**REQUIRED WORK:** Only the lines from the start of the entries through the line with "margin:0; font-size:13px; white-space:nowrap;" are wanted; please output them exactly.

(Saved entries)
--
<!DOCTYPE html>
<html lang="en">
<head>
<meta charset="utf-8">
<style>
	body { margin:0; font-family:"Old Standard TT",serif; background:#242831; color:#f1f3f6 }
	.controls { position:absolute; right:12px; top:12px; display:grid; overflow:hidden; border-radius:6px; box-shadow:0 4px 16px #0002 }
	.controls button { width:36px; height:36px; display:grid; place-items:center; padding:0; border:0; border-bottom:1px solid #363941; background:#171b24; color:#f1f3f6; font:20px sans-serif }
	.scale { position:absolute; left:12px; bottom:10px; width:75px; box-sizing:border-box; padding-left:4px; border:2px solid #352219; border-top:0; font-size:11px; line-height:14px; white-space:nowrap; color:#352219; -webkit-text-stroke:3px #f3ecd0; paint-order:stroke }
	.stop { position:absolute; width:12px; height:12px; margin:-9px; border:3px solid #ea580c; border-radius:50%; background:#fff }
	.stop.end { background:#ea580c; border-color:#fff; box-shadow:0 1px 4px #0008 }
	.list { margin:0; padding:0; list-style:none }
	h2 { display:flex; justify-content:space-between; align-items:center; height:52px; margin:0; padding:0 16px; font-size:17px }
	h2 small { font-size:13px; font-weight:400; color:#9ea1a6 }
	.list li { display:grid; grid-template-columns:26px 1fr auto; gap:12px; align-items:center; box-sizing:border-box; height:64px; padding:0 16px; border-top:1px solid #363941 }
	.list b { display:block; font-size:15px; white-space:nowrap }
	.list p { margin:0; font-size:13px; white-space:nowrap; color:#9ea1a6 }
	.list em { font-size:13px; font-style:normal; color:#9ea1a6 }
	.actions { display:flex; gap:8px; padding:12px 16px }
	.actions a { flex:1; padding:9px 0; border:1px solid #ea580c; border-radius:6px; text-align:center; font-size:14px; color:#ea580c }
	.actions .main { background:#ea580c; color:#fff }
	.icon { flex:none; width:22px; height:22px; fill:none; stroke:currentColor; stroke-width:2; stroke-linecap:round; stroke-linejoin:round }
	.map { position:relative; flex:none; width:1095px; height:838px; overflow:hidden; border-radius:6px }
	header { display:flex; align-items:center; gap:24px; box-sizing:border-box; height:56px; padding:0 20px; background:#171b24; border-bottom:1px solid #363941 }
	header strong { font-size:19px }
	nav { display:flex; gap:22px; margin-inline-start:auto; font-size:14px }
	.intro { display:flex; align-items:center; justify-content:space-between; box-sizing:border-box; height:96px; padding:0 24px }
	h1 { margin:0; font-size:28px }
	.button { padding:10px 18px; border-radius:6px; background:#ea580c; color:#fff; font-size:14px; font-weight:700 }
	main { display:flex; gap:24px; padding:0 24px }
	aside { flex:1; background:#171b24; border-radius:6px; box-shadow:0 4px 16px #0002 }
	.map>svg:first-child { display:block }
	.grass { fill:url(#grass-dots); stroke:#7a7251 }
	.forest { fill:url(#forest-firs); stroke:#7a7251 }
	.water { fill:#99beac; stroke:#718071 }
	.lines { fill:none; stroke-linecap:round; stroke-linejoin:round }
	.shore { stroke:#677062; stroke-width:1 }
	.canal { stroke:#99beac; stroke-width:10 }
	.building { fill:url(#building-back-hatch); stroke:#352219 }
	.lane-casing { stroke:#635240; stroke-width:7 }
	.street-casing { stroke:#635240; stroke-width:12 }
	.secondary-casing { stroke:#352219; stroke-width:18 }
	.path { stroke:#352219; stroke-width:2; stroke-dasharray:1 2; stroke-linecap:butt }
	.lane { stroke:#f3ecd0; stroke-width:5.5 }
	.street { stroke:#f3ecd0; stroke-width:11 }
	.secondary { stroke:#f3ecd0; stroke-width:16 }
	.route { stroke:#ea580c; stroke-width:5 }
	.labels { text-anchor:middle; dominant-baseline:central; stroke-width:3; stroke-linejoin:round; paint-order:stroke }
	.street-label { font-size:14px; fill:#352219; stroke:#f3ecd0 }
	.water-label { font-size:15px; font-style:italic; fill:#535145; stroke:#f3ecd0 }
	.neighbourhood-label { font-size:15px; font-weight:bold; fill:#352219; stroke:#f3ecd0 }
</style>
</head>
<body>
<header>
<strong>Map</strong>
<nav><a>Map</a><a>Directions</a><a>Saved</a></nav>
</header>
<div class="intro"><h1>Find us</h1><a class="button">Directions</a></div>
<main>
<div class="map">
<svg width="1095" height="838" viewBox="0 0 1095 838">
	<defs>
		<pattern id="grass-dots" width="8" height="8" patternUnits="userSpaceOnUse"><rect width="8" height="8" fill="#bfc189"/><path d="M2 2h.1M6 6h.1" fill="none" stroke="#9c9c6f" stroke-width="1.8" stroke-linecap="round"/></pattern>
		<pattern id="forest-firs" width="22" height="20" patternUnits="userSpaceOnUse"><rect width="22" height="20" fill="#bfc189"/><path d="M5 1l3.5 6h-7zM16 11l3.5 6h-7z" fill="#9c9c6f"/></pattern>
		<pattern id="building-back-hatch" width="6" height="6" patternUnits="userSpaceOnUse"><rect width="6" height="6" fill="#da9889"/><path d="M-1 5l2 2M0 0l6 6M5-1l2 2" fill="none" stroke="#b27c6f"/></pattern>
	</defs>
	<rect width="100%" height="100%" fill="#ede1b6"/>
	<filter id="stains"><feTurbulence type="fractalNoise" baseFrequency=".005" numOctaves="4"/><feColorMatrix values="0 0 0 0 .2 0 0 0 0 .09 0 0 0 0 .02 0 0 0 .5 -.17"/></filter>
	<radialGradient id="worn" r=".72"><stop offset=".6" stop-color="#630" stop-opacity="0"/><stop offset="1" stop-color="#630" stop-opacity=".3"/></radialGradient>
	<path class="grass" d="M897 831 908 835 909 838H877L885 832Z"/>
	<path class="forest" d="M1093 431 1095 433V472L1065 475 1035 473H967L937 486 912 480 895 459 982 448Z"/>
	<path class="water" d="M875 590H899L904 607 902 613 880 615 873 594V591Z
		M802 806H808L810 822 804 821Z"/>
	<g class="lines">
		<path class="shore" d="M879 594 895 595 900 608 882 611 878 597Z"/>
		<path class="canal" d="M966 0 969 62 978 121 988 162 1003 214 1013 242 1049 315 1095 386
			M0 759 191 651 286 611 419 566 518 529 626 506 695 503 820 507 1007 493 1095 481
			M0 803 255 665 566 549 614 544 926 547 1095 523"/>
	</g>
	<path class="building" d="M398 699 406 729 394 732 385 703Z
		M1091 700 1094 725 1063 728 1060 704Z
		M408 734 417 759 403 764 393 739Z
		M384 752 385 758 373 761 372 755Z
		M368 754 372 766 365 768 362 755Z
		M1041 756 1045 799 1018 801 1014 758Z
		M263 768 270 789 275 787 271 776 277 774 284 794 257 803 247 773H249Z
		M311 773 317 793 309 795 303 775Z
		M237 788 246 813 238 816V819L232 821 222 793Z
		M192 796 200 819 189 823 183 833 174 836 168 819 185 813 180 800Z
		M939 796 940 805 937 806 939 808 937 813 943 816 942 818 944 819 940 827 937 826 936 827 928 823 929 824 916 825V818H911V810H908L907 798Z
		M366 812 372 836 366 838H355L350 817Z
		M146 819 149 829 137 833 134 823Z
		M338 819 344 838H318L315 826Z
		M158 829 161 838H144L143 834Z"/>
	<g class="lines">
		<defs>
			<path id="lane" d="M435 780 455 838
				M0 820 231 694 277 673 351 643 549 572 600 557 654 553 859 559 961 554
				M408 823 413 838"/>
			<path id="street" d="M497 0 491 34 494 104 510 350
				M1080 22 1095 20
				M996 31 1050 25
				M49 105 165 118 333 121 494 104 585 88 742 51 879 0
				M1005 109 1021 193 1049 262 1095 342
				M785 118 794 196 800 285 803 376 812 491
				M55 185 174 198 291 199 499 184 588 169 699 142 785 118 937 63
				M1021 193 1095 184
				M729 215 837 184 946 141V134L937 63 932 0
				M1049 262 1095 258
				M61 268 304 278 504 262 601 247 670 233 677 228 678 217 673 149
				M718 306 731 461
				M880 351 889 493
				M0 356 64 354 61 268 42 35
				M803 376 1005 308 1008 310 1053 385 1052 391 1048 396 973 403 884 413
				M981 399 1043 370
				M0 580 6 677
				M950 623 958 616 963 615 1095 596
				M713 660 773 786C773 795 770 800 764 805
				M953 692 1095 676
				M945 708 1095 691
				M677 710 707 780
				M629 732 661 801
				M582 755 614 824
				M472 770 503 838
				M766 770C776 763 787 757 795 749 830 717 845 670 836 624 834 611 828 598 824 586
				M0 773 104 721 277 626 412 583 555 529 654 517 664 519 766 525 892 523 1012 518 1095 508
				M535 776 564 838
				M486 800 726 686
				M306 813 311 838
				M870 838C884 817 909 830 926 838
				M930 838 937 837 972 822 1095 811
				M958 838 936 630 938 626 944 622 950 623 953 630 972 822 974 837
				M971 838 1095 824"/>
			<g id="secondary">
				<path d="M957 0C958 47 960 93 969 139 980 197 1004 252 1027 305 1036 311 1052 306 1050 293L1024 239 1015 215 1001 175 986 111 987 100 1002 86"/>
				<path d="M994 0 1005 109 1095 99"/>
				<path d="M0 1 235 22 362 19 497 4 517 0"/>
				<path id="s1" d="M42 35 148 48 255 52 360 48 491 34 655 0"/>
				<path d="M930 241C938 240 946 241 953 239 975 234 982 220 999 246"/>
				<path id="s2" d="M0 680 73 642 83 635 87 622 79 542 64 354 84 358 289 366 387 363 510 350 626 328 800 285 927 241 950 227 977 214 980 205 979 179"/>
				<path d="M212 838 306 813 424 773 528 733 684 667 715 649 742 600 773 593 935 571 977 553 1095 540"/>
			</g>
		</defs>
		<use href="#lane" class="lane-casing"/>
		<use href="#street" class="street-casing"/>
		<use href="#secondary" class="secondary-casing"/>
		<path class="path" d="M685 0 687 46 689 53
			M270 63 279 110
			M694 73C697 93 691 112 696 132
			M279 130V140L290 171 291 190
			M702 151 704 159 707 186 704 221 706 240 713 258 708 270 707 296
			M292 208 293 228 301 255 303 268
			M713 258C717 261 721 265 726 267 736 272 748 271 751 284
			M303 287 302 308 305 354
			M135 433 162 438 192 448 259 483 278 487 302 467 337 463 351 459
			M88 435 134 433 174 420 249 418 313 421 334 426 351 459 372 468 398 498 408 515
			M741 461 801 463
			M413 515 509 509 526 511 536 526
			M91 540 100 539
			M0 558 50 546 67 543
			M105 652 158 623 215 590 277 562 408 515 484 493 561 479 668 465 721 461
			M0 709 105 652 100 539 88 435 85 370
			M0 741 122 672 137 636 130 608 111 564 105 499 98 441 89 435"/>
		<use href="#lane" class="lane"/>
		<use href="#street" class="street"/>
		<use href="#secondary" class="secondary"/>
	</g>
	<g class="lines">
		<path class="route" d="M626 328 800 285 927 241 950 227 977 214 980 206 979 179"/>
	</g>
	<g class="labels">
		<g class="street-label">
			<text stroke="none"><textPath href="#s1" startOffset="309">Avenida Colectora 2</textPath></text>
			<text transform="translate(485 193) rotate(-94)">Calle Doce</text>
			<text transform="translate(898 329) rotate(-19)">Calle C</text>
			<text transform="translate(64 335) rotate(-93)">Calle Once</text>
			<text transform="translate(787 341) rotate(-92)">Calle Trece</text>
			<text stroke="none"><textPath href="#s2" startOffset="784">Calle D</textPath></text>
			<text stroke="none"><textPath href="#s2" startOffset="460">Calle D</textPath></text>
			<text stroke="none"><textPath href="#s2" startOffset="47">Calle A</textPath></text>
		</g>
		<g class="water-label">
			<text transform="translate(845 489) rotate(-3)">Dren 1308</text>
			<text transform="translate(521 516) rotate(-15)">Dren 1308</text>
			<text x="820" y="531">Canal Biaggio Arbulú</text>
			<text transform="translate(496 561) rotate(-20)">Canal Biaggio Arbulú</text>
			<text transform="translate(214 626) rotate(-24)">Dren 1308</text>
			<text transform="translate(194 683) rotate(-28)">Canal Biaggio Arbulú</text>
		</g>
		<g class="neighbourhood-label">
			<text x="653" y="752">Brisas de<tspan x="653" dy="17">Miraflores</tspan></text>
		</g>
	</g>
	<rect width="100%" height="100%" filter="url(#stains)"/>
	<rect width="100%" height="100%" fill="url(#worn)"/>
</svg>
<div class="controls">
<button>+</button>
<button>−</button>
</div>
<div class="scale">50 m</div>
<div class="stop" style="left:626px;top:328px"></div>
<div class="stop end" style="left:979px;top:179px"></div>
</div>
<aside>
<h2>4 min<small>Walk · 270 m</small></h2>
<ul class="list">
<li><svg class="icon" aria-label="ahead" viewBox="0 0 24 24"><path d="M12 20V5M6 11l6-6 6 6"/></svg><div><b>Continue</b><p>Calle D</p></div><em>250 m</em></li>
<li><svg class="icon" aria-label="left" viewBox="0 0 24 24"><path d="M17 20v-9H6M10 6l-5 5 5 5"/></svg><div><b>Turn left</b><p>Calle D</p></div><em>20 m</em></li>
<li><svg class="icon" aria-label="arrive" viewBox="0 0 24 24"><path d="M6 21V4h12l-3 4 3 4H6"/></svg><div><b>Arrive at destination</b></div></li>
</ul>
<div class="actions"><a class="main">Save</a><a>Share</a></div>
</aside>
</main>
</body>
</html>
--
**FINAL ANSWER:**
<!DOCTYPE html>
<html lang="en">
<head>
<meta charset="utf-8">
<style>
	body { margin:0; font-family:"Old Standard TT",serif; background:#242831; color:#f1f3f6 }
	.controls { position:absolute; right:12px; top:12px; display:grid; overflow:hidden; border-radius:6px; box-shadow:0 4px 16px #0002 }
	.controls button { width:36px; height:36px; display:grid; place-items:center; padding:0; border:0; border-bottom:1px solid #363941; background:#171b24; color:#f1f3f6; font:20px sans-serif }
	.scale { position:absolute; left:12px; bottom:10px; width:75px; box-sizing:border-box; padding-left:4px; border:2px solid #352219; border-top:0; font-size:11px; line-height:14px; white-space:nowrap; color:#352219; -webkit-text-stroke:3px #f3ecd0; paint-order:stroke }
	.stop { position:absolute; width:12px; height:12px; margin:-9px; border:3px solid #ea580c; border-radius:50%; background:#fff }
	.stop.end { background:#ea580c; border-color:#fff; box-shadow:0 1px 4px #0008 }
	.list { margin:0; padding:0; list-style:none }
	h2 { display:flex; justify-content:space-between; align-items:center; height:52px; margin:0; padding:0 16px; font-size:17px }
	h2 small { font-size:13px; font-weight:400; color:#9ea1a6 }
	.list li { display:grid; grid-template-columns:26px 1fr auto; gap:12px; align-items:center; box-sizing:border-box; height:64px; padding:0 16px; border-top:1px solid #363941 }
	.list b { display:block; font-size:15px; white-space:nowrap }
	.list p { margin:0; font-size:13px; white-space:nowrap; color:#9ea1a6 }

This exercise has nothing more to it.